Some of the purchases were made with donations.

In 2007, Thomson was nominated for a Governor General's Caring Canadian Award for trying to repatriate the medals. His efforts have earned him the nickname "The Medal Detector."

Thomson in 2007 also made possible the return of a Victory Medal awarded to a Nova Scotia soldier from Canada's only black battalion in WWI. The medal was given to Percy Fenton of Arcadia, Nova Scotia about 90 years ago. It was purchased on eBay for $7,435.40 (Canadian dollars) by a Canadian citizen bidding on behalf of the Black Cultural Centre in Dartmouth, N.S.
"The price was absolutely ridiculous," he said. "But that's what happens when you get people into a bidding war."

Thomson placed the winning bid with nine seconds to spare. He told the press the seller agreed to give the cultural center time to gather adequate donations.

As evidence of how lucrative dealing in military memorabilia can be, Victory Medals were given to every Allied soldier who served in the war.

"The Canadian force only had about 600 black fellas and in WWI black battalions were not even allowed to carry guns. So they put them into a construction battalion," Thomson said. "There were a lot less medals given to the black soldiers, so this particular medal was worth more than $500 or $600."

Thomson, a muscle car parts dealer, spends about 20 hours a week tracking down medals.

In 2009, he received a national honor from Canada's Minister of Veterans Affairs and in 2010 eBay named him to its Hall of Fame for his medal detection work.

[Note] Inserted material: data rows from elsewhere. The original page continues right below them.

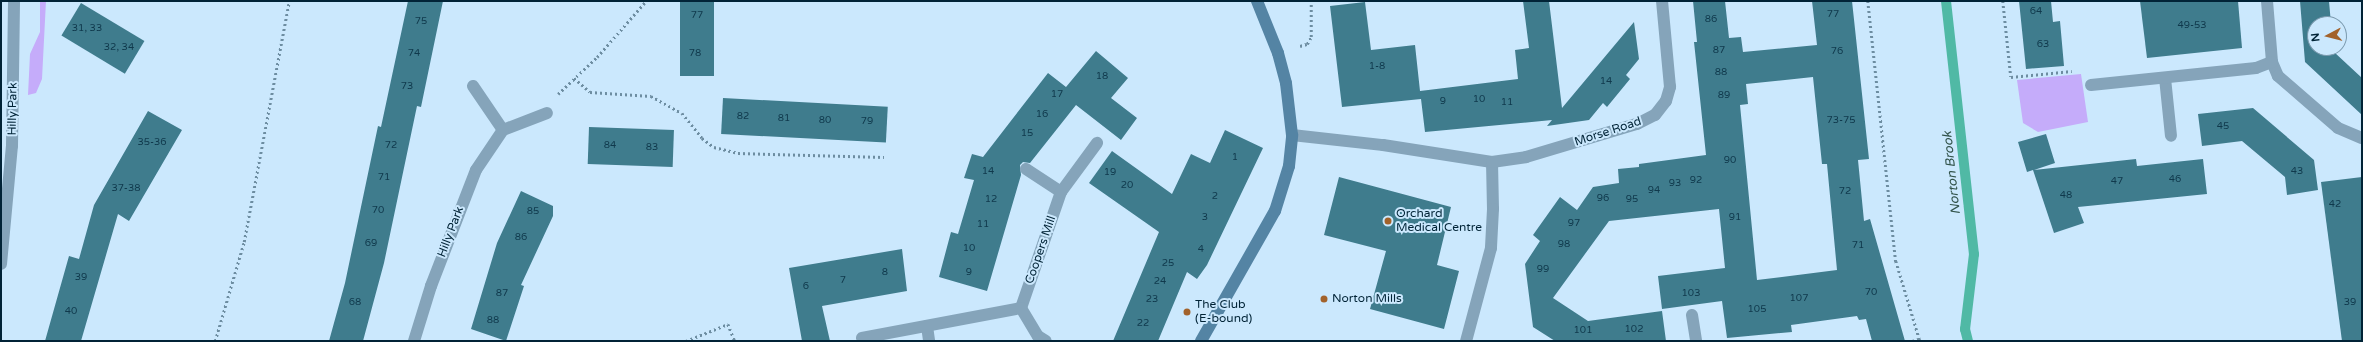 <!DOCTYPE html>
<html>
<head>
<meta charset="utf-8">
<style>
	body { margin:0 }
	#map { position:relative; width:2363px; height:342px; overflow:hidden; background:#cbe8fd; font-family:"Varela Round",sans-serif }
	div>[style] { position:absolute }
	.green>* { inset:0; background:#c5acfa }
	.stream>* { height:10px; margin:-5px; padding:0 5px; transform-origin:5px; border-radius:5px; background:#50b9a5 }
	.building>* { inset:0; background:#3f7c8d; transform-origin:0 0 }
	.path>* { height:2.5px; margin-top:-1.25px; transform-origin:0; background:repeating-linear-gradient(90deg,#6d8da1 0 2px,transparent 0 5px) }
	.street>* { height:12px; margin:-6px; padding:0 6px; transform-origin:6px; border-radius:6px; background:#85a4ba }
	.secondary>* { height:12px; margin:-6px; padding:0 6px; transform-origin:6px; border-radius:6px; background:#5484a4 }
	.dots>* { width:11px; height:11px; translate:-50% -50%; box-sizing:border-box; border:2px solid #cbe8fd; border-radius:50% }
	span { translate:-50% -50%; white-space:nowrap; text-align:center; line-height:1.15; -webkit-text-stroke:4px #cbe8fd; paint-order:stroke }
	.number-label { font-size:10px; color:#10394c }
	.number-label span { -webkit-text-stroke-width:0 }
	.street-label { font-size:12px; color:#012336 }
	.poi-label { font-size:12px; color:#012336 }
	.left { translate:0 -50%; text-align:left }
	.water-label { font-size:13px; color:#33544c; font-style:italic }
	.frame { position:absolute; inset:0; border:2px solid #012336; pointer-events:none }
	.north { position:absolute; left:2307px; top:16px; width:40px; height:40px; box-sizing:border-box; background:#cbe8fd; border:1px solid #7a99ad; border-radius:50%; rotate:263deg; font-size:11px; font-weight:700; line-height:16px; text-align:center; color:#012336 }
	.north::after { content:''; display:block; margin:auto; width:14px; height:18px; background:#a2622b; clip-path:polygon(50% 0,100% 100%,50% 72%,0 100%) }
</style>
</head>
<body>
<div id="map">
	<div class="green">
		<div style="clip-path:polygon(40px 1px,46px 1px,42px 79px,36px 93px,28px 95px,30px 54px,40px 32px)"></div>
		<div style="clip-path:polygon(2081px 74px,2088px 122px,2038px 132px,2023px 123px,2017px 80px)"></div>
	</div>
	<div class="stream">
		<div style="left:1946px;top:1px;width:255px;rotate:83.7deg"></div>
		<div style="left:1974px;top:254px;width:76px;rotate:96.8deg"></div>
		<div style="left:1965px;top:329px;width:12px;rotate:76deg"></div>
	</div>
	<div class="building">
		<div style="clip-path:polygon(408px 1px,443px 1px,421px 107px,417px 106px,384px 263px,363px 341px,329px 341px,345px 283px,378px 126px,381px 127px)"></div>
		<div style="left:680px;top:1px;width:34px;height:75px"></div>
		<div style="clip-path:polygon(1523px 1px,1549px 1px,1562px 108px,1634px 22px,1639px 59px,1626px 75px,1630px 79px,1607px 107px,1603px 103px,1589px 120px,1547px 126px,1552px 120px,1425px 132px,1421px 99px,1342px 107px,1330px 6px,1365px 2px,1371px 50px,1415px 45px,1420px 91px,1518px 79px,1515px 50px,1529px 48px)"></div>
		<div style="clip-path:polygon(evenodd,1693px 1px,1725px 1px,1729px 38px,1741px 37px,1743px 52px,1817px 45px,1812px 1px,1852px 1px,1869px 159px,1858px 160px,1864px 221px,1870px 219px,1905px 341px,1872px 341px,1866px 319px,1859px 320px,1857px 316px,1791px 325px,1792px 332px,1727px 338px,1722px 301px,1662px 309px,1658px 276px,1725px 268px,1719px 209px,1609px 221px,1553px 298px,1588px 321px,1662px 311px,1666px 341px,1555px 341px,1533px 327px,1525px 264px,1540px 241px,1533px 235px,1560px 197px,1577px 210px,1593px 187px,1619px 183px,1618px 169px,1639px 167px,1639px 164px,1706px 155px,1694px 42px,1697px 42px,1693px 1px,1813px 77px,1822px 164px,1827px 164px,1837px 270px,1757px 280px,1740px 105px,1748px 104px,1746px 84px,1813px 77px)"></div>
		<div style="clip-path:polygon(2019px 1px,2051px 1px,2053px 22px,2060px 21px,2064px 66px,2026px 69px)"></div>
		<div style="clip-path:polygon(2140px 1px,2238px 1px,2242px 48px,2147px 58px)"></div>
		<div style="clip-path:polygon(2300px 1px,2329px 1px,2331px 24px,2315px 24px,2315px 48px,2333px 48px,2334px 52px,2362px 78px,2362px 115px,2305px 62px)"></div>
		<div style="left:81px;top:3px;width:74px;height:38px;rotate:31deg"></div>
		<div style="clip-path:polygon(1096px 51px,1128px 78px,1111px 98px,1137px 118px,1121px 140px,1076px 105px,1030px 163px,1023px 162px,1020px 165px,1021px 175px,987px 291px,939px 277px,951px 232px,958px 234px,974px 180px,964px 178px,972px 154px,983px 157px,1048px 73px,1066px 87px)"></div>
		<div style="left:723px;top:98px;width:165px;height:36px;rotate:3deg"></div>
		<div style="clip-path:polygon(2253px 108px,2314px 160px,2318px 190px,2287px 195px,2285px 177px,2242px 141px,2202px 146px,2198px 114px)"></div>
		<div style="clip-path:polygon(148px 111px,182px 130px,129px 221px,118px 214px,81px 341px,45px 341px,69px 256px,79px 259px,94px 205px)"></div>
		<div style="left:589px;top:127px;width:85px;height:37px;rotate:2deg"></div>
		<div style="clip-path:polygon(1225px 130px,1263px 148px,1207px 265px,1197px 279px,1187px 272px,1158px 341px,1113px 341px,1159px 232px,1089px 183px,1112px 151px,1172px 194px,1191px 154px,1210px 163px)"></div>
		<div style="clip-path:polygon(2046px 134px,2055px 163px,2034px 170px,2136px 159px,2137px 166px,2203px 159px,2207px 194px,2078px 207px,2084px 223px,2054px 233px,2033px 170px,2027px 172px,2018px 142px)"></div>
		<div style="clip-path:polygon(1339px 177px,1451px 207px,1437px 265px,1459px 271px,1444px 329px,1370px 309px,1386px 251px,1324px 235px)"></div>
		<div style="clip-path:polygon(2362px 177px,2362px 341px,2342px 341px,2321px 182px)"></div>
		<div style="clip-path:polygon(521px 191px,553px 206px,553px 216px,521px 285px,524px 286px,506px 341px,471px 329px,497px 243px)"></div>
		<div style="clip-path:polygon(902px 249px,907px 291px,822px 306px,830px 341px,802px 341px,789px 268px)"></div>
	</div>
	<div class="path">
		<div style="left:1868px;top:1px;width:262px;rotate:83.9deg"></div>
		<div style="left:1896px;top:261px;width:84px;rotate:73.3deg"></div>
		<div style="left:2003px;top:1px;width:76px;rotate:84deg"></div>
		<div style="left:2011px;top:77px;width:61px;rotate:-5.6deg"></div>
		<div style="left:1300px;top:46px;width:7px;rotate:-16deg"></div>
		<div style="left:1307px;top:44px;width:8px;rotate:-60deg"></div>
		<div style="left:1311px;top:37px;width:36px;rotate:-90deg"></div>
		<div style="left:574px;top:78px;width:21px;rotate:41deg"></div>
		<div style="left:590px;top:92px;width:61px;rotate:3.8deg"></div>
		<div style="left:651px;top:96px;width:35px;rotate:29deg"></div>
		<div style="left:682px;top:113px;width:32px;rotate:51deg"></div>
		<div style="left:702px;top:138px;width:15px;rotate:37deg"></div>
		<div style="left:714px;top:147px;width:25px;rotate:14deg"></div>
		<div style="left:738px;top:153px;width:146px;rotate:1.6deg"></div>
		<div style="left:558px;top:94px;width:54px;rotate:-43.5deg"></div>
		<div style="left:597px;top:57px;width:74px;rotate:-48.8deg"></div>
		<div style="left:215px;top:341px;width:103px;rotate:-73.7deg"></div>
		<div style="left:244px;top:242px;width:245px;rotate:-79.4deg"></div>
		<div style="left:686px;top:341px;width:45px;rotate:-22deg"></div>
		<div style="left:728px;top:324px;width:18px;rotate:68deg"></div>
		<div style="left:1912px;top:341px;width:8px;rotate:-14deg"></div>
	</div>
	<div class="street">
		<div style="left:2267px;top:1px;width:61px;rotate:85.3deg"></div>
		<div style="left:2272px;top:62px;width:15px;rotate:67deg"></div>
		<div style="left:2278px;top:76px;width:79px;rotate:40.9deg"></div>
		<div style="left:2338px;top:128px;width:26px;rotate:23deg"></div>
		<div style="left:2165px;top:78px;width:58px;rotate:84.1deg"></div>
		<div style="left:2091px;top:85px;width:166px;rotate:-5.9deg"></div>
		<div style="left:2256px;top:68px;width:17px;rotate:-21deg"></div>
		<div style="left:473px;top:86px;width:53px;rotate:55.7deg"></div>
		<div style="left:503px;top:130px;width:47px;rotate:-21.1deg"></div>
		<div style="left:1292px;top:135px;width:92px;rotate:6.3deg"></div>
		<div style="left:1383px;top:145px;width:110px;rotate:8.9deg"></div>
		<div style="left:1492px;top:162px;width:47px;rotate:88.8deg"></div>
		<div style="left:1493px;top:209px;width:39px;rotate:93deg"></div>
		<div style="left:1491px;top:248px;width:96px;rotate:105deg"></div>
		<div style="left:1492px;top:162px;width:34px;rotate:-8deg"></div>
		<div style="left:1526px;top:157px;width:116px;rotate:-16.6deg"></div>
		<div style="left:1637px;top:124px;width:20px;rotate:-27deg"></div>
		<div style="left:1655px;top:115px;width:18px;rotate:-52deg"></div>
		<div style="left:1666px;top:101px;width:15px;rotate:-74deg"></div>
		<div style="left:1670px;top:87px;width:86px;rotate:-95.3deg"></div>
		<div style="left:1026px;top:169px;width:42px;rotate:33.3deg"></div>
		<div style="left:1px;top:264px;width:119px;rotate:-84.7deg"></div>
		<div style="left:12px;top:146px;width:145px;rotate:-89.2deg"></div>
		<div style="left:1021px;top:308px;width:123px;rotate:-71deg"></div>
		<div style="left:1061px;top:192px;width:61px;rotate:-53.7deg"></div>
		<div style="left:1692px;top:315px;width:26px;rotate:81deg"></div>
		<div style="left:927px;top:326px;width:15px;rotate:82deg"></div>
		<div style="left:862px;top:338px;width:162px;rotate:-10.7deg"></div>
		<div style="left:1021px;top:308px;width:33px;rotate:59deg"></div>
		<div style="left:1038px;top:336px;width:9px;rotate:32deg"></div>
		<div style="left:414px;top:341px;width:58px;rotate:-72.8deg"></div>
		<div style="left:431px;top:286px;width:124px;rotate:-68.8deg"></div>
		<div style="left:476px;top:170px;width:48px;rotate:-56deg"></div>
	</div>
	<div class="secondary">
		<div style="left:1201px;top:341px;width:150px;rotate:-60.4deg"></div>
		<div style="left:1275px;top:211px;width:47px;rotate:-72.7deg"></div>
		<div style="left:1289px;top:166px;width:31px;rotate:-84deg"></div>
		<div style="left:1292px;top:135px;width:52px;rotate:-96.6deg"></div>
		<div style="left:1286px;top:83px;width:31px;rotate:-105deg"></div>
		<div style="left:1278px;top:53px;width:56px;rotate:-112deg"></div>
	</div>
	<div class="dots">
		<div style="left:1388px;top:221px;background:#a2622b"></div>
		<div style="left:1324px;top:299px;background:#a2622b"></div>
		<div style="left:1187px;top:312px;background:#a2622b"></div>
	</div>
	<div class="number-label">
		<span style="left:2036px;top:12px">64</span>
		<span style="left:1833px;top:15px">77</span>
		<span style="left:697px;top:16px">77</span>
		<span style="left:1711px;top:20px">86</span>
		<span style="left:421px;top:22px">75</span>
		<span style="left:2192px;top:26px">49-53</span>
		<span style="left:87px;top:29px">31, 33</span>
		<span style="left:2043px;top:45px">63</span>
		<span style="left:119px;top:48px">32, 34</span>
		<span style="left:1719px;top:51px">87</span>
		<span style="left:1837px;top:52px">76</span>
		<span style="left:414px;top:54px">74</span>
		<span style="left:695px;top:54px">78</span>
		<span style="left:1377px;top:67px">1-8</span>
		<span style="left:1721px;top:73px">88</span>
		<span style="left:1102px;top:77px">18</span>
		<span style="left:1606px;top:82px">14</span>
		<span style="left:407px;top:87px">73</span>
		<span style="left:1057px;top:95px">17</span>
		<span style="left:1724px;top:96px">89</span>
		<span style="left:1479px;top:100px">10</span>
		<span style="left:1443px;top:102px">9</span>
		<span style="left:1507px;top:103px">11</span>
		<span style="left:1042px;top:115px">16</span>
		<span style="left:743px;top:117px">82</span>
		<span style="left:784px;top:119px">81</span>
		<span style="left:825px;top:121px">80</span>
		<span style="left:1841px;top:121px">73-75</span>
		<span style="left:867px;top:122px">79</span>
		<span style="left:2223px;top:127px">45</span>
		<span style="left:1027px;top:134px">15</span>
		<span style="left:152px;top:143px">35-36</span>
		<span style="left:391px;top:146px">72</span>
		<span style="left:610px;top:146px">84</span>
		<span style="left:652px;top:148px">83</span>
		<span style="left:1235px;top:158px">1</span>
		<span style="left:1730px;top:161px">90</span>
		<span style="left:988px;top:172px">14</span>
		<span style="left:2297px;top:172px">43</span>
		<span style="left:1110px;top:173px">19</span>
		<span style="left:384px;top:178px">71</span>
		<span style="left:2175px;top:180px">46</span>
		<span style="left:1696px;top:181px">92</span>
		<span style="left:2117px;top:182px">47</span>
		<span style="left:1675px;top:184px">93</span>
		<span style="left:1127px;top:186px">20</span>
		<span style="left:126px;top:189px">37-38</span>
		<span style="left:1654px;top:191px">94</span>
		<span style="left:1845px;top:192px">72</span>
		<span style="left:2066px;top:196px">48</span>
		<span style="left:1215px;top:197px">2</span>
		<span style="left:1603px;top:199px">96</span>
		<span style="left:991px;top:200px">12</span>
		<span style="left:1632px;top:200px">95</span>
		<span style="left:2335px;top:205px">42</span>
		<span style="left:378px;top:211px">70</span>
		<span style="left:533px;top:212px">85</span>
		<span style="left:1205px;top:218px">3</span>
		<span style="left:1735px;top:218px">91</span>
		<span style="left:1574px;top:224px">97</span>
		<span style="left:983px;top:225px">11</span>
		<span style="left:521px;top:238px">86</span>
		<span style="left:371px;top:244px">69</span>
		<span style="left:1564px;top:245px">98</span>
		<span style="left:1858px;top:246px">71</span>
		<span style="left:969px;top:249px">10</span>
		<span style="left:1201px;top:250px">4</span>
		<span style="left:1168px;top:264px">25</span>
		<span style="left:1543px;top:270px">99</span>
		<span style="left:885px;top:273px">8</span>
		<span style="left:969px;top:273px">9</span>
		<span style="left:81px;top:278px">39</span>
		<span style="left:843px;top:281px">7</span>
		<span style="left:1160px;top:282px">24</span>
		<span style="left:806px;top:287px">6</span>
		<span style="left:1871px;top:293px">70</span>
		<span style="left:502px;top:294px">87</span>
		<span style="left:1691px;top:294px">103</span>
		<span style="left:1799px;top:299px">107</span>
		<span style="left:1152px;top:300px">23</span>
		<span style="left:355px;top:303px">68</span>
		<span style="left:2350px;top:303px">39</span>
		<span style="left:1757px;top:310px">105</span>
		<span style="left:71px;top:312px">40</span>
		<span style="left:493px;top:321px">88</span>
		<span style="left:1143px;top:324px">22</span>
		<span style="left:1634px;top:330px">102</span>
		<span style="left:1583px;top:331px">101</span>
	</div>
	<div class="street-label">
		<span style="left:13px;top:109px;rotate:-89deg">Hilly Park</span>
		<span style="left:1608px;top:132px;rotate:-18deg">Morse Road</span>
		<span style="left:451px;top:232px;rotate:-69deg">Hilly Park</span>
		<span style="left:1041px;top:250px;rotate:-71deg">Coopers Mill</span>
	</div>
	<div class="poi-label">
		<span class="left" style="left:1396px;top:221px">Orchard<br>Medical Centre</span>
		<span class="left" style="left:1332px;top:299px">Norton Mills</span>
		<span class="left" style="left:1195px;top:312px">The Club<br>(E-bound)</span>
	</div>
	<div class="water-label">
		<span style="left:1952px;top:173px;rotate:-96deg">Norton Brook</span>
	</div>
	<div class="frame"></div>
	<div class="north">N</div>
</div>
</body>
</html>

Over 600,000 men and women, including many Americans, enlisted in the CEF during the First World War as soldiers, nurses and chaplains. The CEF was created in 1914 in response to Britain's call for additional fighting forces, primarily against the German enemy in France.

Thomson described Perry as an anomaly because he enlisted so late into WWI. "By 1918, the U.S. was well into the war, so there was really no reason for him to go to Canada to enlist, as many Americans did early on," he said. "It's unusual in that regard but we may never know why he just didn't join the U.S. Army at the nearest recruiting station."

Thomson urged buyers and sellers not to put a price on valor. "Don't bid against each other for these medals," he said. "Rally together. Don't drive the price up."